Exercise brief:
From the first line to the last, write out the material verbatim.
● ● ● ●
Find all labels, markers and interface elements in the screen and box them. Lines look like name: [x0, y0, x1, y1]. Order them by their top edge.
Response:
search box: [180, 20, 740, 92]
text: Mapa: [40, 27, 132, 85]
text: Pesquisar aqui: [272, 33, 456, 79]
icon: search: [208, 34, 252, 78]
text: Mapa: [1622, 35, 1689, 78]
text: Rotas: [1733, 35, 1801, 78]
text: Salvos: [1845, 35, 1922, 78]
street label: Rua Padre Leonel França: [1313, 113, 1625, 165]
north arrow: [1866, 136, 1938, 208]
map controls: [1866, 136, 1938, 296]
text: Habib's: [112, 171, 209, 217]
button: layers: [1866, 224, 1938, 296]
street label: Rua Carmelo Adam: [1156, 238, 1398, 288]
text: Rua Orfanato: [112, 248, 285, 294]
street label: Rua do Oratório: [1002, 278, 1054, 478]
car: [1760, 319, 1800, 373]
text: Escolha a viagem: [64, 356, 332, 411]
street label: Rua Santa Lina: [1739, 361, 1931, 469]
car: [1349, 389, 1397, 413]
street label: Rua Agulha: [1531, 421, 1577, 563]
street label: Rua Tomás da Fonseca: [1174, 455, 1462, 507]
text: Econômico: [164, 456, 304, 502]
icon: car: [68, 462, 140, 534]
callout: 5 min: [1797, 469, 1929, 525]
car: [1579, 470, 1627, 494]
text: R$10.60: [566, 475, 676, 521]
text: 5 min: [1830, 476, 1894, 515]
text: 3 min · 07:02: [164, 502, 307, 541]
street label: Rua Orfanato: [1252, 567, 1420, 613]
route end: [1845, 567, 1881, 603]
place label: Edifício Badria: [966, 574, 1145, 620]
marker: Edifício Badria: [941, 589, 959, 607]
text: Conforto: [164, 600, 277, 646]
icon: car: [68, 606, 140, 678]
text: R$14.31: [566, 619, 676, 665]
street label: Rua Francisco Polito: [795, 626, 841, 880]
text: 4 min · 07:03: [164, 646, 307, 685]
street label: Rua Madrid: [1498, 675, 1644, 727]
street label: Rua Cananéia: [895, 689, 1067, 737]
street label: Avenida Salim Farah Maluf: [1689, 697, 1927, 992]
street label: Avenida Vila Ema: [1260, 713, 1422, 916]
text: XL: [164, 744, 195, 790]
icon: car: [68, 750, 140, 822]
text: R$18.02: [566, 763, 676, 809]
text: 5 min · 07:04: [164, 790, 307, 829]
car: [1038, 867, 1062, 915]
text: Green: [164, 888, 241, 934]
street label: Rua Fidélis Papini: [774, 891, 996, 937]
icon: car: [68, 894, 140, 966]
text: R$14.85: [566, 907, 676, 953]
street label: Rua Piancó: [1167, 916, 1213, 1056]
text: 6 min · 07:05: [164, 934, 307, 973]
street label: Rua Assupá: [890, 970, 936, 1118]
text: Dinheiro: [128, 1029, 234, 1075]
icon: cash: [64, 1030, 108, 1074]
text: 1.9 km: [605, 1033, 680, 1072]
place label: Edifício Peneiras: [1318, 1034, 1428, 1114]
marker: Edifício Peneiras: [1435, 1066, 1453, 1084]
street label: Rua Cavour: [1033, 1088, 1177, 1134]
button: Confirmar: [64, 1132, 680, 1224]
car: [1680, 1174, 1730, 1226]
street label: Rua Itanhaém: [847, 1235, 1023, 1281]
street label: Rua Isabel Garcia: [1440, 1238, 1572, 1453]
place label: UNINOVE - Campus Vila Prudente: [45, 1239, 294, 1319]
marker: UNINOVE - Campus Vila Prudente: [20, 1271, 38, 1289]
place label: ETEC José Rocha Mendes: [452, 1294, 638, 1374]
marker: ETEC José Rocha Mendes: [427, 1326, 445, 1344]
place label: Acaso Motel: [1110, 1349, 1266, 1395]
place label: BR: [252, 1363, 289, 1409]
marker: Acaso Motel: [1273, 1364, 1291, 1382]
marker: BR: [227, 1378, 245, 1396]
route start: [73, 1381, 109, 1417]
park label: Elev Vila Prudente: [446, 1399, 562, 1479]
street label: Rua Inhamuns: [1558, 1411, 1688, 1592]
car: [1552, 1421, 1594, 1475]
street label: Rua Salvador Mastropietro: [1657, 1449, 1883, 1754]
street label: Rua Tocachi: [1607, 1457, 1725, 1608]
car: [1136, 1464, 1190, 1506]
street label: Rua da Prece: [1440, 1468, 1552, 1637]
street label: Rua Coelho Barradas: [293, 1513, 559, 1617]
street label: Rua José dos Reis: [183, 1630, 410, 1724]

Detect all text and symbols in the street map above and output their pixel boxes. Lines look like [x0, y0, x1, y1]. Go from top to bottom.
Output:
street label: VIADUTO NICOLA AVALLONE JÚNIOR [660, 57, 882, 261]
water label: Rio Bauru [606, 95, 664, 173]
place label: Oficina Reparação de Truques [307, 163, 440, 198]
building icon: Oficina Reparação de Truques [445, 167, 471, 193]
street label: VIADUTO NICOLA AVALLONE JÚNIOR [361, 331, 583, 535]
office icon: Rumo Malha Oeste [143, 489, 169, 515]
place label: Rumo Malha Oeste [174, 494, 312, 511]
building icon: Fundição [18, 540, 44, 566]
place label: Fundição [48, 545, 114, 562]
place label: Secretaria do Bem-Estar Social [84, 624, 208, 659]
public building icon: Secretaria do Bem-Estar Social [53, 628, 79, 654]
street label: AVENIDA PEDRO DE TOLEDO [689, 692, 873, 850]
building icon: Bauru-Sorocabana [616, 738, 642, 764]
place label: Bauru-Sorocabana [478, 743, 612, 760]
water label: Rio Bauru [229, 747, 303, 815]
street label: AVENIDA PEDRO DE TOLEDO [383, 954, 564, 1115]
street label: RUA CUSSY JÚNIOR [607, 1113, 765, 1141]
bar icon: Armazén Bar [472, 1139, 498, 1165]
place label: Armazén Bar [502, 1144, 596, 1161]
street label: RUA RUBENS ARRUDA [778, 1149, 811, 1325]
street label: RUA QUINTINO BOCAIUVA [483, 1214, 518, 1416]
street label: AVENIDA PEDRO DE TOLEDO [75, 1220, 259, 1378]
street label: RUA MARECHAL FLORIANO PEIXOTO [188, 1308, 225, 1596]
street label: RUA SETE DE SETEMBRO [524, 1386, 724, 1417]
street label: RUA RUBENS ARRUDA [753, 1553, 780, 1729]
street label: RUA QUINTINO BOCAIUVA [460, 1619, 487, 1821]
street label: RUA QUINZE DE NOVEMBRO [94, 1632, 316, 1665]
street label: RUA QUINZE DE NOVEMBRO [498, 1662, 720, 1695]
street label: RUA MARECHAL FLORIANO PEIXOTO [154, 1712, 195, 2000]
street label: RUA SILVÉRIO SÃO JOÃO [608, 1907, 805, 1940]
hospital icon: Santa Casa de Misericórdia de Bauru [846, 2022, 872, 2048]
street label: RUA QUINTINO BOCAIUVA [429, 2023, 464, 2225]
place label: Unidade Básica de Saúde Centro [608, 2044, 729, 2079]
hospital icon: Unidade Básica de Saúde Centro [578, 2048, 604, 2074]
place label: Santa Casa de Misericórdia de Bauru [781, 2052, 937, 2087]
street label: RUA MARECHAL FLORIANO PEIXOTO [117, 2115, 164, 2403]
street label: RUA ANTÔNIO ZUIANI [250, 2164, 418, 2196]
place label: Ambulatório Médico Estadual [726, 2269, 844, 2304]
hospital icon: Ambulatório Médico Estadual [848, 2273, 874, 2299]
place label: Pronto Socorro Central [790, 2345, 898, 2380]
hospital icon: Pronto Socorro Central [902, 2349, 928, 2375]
● ● ● ●
Result below:
Find all labels, markers and interface elements in the screen and box them. Lines look like name: [x0, y0, x1, y1]. Order them by their top edge.
Response:
search box: [180, 20, 740, 92]
text: Mapa: [40, 27, 132, 85]
text: Pesquisar aqui: [272, 33, 456, 79]
icon: search: [208, 34, 252, 78]
text: Mapa: [1622, 35, 1689, 78]
text: Rotas: [1733, 35, 1801, 78]
text: Salvos: [1845, 35, 1922, 78]
street label: Rua Padre Leonel França: [1313, 113, 1625, 165]
north arrow: [1866, 136, 1938, 208]
map controls: [1866, 136, 1938, 296]
text: Habib's: [112, 171, 209, 217]
button: layers: [1866, 224, 1938, 296]
street label: Rua Carmelo Adam: [1156, 238, 1398, 288]
text: Rua Orfanato: [112, 248, 285, 294]
street label: Rua do Oratório: [1002, 278, 1054, 478]
car: [1760, 319, 1800, 373]
text: Escolha a viagem: [64, 356, 332, 411]
street label: Rua Santa Lina: [1739, 361, 1931, 469]
car: [1349, 389, 1397, 413]
street label: Rua Agulha: [1531, 421, 1577, 563]
street label: Rua Tomás da Fonseca: [1174, 455, 1462, 507]
text: Econômico: [164, 456, 304, 502]
icon: car: [68, 462, 140, 534]
callout: 5 min: [1797, 469, 1929, 525]
car: [1579, 470, 1627, 494]
text: R$10.60: [566, 475, 676, 521]
text: 5 min: [1830, 476, 1894, 515]
text: 3 min · 07:02: [164, 502, 307, 541]
street label: Rua Orfanato: [1252, 567, 1420, 613]
route end: [1845, 567, 1881, 603]
place label: Edifício Badria: [966, 574, 1145, 620]
marker: Edifício Badria: [941, 589, 959, 607]
text: Conforto: [164, 600, 277, 646]
icon: car: [68, 606, 140, 678]
text: R$14.31: [566, 619, 676, 665]
street label: Rua Francisco Polito: [795, 626, 841, 880]
text: 4 min · 07:03: [164, 646, 307, 685]
street label: Rua Madrid: [1498, 675, 1644, 727]
street label: Rua Cananéia: [895, 689, 1067, 737]
street label: Avenida Salim Farah Maluf: [1689, 697, 1927, 992]
street label: Avenida Vila Ema: [1260, 713, 1422, 916]
text: XL: [164, 744, 195, 790]
icon: car: [68, 750, 140, 822]
text: R$18.02: [566, 763, 676, 809]
text: 5 min · 07:04: [164, 790, 307, 829]
car: [1038, 867, 1062, 915]
text: Green: [164, 888, 241, 934]
street label: Rua Fidélis Papini: [774, 891, 996, 937]
icon: car: [68, 894, 140, 966]
text: R$14.85: [566, 907, 676, 953]
street label: Rua Piancó: [1167, 916, 1213, 1056]
text: 6 min · 07:05: [164, 934, 307, 973]
street label: Rua Assupá: [890, 970, 936, 1118]
text: Dinheiro: [128, 1029, 234, 1075]
icon: cash: [64, 1030, 108, 1074]
text: 1.9 km: [605, 1033, 680, 1072]
place label: Edifício Peneiras: [1318, 1034, 1428, 1114]
marker: Edifício Peneiras: [1435, 1066, 1453, 1084]
street label: Rua Cavour: [1033, 1088, 1177, 1134]
button: Confirmar: [64, 1132, 680, 1224]
car: [1680, 1174, 1730, 1226]
street label: Rua Itanhaém: [847, 1235, 1023, 1281]
street label: Rua Isabel Garcia: [1440, 1238, 1572, 1453]
place label: UNINOVE - Campus Vila Prudente: [45, 1239, 294, 1319]
marker: UNINOVE - Campus Vila Prudente: [20, 1271, 38, 1289]
place label: ETEC José Rocha Mendes: [452, 1294, 638, 1374]
marker: ETEC José Rocha Mendes: [427, 1326, 445, 1344]
place label: Acaso Motel: [1110, 1349, 1266, 1395]
place label: BR: [252, 1363, 289, 1409]
marker: Acaso Motel: [1273, 1364, 1291, 1382]
marker: BR: [227, 1378, 245, 1396]
route start: [73, 1381, 109, 1417]
park label: Elev Vila Prudente: [446, 1399, 562, 1479]
street label: Rua Inhamuns: [1558, 1411, 1688, 1592]
car: [1552, 1421, 1594, 1475]
street label: Rua Salvador Mastropietro: [1657, 1449, 1883, 1754]
street label: Rua Tocachi: [1607, 1457, 1725, 1608]
car: [1136, 1464, 1190, 1506]
street label: Rua da Prece: [1440, 1468, 1552, 1637]
street label: Rua Coelho Barradas: [293, 1513, 559, 1617]
street label: Rua José dos Reis: [183, 1630, 410, 1724]

Detect all text and symbols in the street map above and output their pixel boxes. Lines look like [x0, y0, x1, y1]. Go from top to bottom.
Output:
street label: VIADUTO NICOLA AVALLONE JÚNIOR [660, 57, 882, 261]
water label: Rio Bauru [606, 95, 664, 173]
place label: Oficina Reparação de Truques [307, 163, 440, 198]
building icon: Oficina Reparação de Truques [445, 167, 471, 193]
street label: VIADUTO NICOLA AVALLONE JÚNIOR [361, 331, 583, 535]
office icon: Rumo Malha Oeste [143, 489, 169, 515]
place label: Rumo Malha Oeste [174, 494, 312, 511]
building icon: Fundição [18, 540, 44, 566]
place label: Fundição [48, 545, 114, 562]
place label: Secretaria do Bem-Estar Social [84, 624, 208, 659]
public building icon: Secretaria do Bem-Estar Social [53, 628, 79, 654]
street label: AVENIDA PEDRO DE TOLEDO [689, 692, 873, 850]
building icon: Bauru-Sorocabana [616, 738, 642, 764]
place label: Bauru-Sorocabana [478, 743, 612, 760]
water label: Rio Bauru [229, 747, 303, 815]
street label: AVENIDA PEDRO DE TOLEDO [383, 954, 564, 1115]
street label: RUA CUSSY JÚNIOR [607, 1113, 765, 1141]
bar icon: Armazén Bar [472, 1139, 498, 1165]
place label: Armazén Bar [502, 1144, 596, 1161]
street label: RUA RUBENS ARRUDA [778, 1149, 811, 1325]
street label: RUA QUINTINO BOCAIUVA [483, 1214, 518, 1416]
street label: AVENIDA PEDRO DE TOLEDO [75, 1220, 259, 1378]
street label: RUA MARECHAL FLORIANO PEIXOTO [188, 1308, 225, 1596]
street label: RUA SETE DE SETEMBRO [524, 1386, 724, 1417]
street label: RUA RUBENS ARRUDA [753, 1553, 780, 1729]
street label: RUA QUINTINO BOCAIUVA [460, 1619, 487, 1821]
street label: RUA QUINZE DE NOVEMBRO [94, 1632, 316, 1665]
street label: RUA QUINZE DE NOVEMBRO [498, 1662, 720, 1695]
street label: RUA MARECHAL FLORIANO PEIXOTO [154, 1712, 195, 2000]
street label: RUA SILVÉRIO SÃO JOÃO [608, 1907, 805, 1940]
hospital icon: Santa Casa de Misericórdia de Bauru [846, 2022, 872, 2048]
street label: RUA QUINTINO BOCAIUVA [429, 2023, 464, 2225]
place label: Unidade Básica de Saúde Centro [608, 2044, 729, 2079]
hospital icon: Unidade Básica de Saúde Centro [578, 2048, 604, 2074]
place label: Santa Casa de Misericórdia de Bauru [781, 2052, 937, 2087]
street label: RUA MARECHAL FLORIANO PEIXOTO [117, 2115, 164, 2403]
street label: RUA ANTÔNIO ZUIANI [250, 2164, 418, 2196]
place label: Ambulatório Médico Estadual [726, 2269, 844, 2304]
hospital icon: Ambulatório Médico Estadual [848, 2273, 874, 2299]
place label: Pronto Socorro Central [790, 2345, 898, 2380]
hospital icon: Pronto Socorro Central [902, 2349, 928, 2375]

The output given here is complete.